This bill would suspend all payments on federal student loans issued under Part D of Title IV of the Higher Education Act for “covered individuals”—federal employees and qualifying contractors—during any period in fiscal year 2026 or later in which there is a lapse in appropriations of 14 days or more. It defines who is a covered individual and expands coverage to contractors who support those employees.
The suspension is paired with no accrual of interest, and any suspended month would be treated as if the borrower had made a payment for the purposes of loan forgiveness programs. Credit reporting would treat suspended payments as regular payments.

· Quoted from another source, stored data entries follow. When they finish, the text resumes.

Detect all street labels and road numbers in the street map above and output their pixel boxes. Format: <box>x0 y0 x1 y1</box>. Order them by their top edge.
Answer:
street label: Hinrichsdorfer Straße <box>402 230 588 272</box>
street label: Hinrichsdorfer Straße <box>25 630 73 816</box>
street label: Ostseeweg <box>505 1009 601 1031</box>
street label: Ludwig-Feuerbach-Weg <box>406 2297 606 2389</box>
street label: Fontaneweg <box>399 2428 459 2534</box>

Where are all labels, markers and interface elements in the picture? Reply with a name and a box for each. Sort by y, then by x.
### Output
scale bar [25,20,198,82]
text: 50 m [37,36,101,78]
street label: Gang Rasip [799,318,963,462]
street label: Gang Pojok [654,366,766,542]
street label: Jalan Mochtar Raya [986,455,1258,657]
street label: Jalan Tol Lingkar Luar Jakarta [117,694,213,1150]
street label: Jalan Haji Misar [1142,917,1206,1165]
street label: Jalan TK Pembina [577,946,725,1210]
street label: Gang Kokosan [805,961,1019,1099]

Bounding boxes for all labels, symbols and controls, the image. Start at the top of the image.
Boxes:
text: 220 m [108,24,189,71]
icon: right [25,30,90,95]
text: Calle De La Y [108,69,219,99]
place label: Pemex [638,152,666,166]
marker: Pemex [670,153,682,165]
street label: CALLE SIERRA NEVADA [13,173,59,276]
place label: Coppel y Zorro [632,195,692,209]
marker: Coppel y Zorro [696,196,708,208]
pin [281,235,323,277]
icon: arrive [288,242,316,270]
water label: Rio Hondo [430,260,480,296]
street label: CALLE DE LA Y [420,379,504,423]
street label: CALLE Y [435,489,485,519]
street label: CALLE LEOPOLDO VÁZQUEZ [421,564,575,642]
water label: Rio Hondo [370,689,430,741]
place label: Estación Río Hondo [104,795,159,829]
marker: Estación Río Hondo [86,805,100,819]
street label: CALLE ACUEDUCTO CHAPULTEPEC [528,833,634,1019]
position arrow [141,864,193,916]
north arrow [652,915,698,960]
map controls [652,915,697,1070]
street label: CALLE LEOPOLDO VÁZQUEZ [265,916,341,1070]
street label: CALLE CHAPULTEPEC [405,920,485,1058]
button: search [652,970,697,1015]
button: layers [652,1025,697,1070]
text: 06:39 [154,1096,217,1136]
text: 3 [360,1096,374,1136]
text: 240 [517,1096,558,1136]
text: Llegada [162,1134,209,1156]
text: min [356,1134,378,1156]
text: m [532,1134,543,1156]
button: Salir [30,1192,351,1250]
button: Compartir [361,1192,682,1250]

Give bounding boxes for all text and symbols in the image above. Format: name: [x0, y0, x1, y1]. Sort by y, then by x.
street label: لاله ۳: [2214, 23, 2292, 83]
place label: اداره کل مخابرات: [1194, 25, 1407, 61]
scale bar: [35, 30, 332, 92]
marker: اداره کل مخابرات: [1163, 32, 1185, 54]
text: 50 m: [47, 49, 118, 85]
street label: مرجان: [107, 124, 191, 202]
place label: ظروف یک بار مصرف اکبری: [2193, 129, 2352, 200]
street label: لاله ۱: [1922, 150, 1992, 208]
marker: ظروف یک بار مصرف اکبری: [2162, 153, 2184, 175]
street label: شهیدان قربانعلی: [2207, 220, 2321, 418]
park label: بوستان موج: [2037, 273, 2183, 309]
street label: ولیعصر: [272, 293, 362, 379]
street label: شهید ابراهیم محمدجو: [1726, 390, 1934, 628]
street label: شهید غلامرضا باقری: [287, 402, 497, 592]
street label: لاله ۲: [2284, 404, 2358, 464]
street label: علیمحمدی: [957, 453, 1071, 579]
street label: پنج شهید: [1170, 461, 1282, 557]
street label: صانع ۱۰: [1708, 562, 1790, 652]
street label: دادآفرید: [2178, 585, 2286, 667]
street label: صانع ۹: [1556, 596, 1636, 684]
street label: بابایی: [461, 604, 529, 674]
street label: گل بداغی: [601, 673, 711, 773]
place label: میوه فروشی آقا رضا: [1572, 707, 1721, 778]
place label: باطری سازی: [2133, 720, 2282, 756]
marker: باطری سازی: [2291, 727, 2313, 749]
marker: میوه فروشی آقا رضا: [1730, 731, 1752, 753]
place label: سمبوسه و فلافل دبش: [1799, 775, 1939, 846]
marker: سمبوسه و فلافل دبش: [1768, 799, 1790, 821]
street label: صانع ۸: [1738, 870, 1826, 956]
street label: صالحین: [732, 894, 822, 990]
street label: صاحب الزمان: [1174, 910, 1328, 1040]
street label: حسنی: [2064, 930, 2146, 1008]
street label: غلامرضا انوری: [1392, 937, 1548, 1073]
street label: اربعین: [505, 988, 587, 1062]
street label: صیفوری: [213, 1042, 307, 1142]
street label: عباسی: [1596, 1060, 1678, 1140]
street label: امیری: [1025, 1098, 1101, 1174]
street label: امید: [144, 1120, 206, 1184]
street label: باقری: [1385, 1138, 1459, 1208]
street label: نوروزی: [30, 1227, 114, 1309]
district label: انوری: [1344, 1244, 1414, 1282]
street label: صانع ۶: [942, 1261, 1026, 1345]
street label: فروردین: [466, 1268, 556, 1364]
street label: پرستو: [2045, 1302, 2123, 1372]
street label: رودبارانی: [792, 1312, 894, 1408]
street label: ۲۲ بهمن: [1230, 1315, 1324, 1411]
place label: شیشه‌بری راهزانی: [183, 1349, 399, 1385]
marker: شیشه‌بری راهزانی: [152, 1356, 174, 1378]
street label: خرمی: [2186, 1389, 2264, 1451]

The act would take effect retroactively to September 30, 2025, and allows refunds of any payments made during lapse periods if requested.
At a Glance
What It Does
During a 14+ day lapse in funding for a federal agency, the Secretary of Education must suspend payments on HEA Part D loans for covered individuals. Interest does not accrue during the suspension, and each suspended month counts toward loan forgiveness programs if eligible. Payments reported to credit bureaus reflect the suspension as if a regular payment had been made.
Who It Affects
Federal employees and qualifying contractors whose loans are under Part D of Title IV, and the agencies and loan servicers involved in those loans. It also affects consumer reporting agencies due to altered payment reporting during suspensions.
Why It Matters
Creates a predictable debt-relief mechanism for workers during funding gaps, preserves credit standing during suspensions, and aligns loan forgiveness with actual payment history during a lapse. It codifies retroactive timing to begin relief in the 2025-2026 window.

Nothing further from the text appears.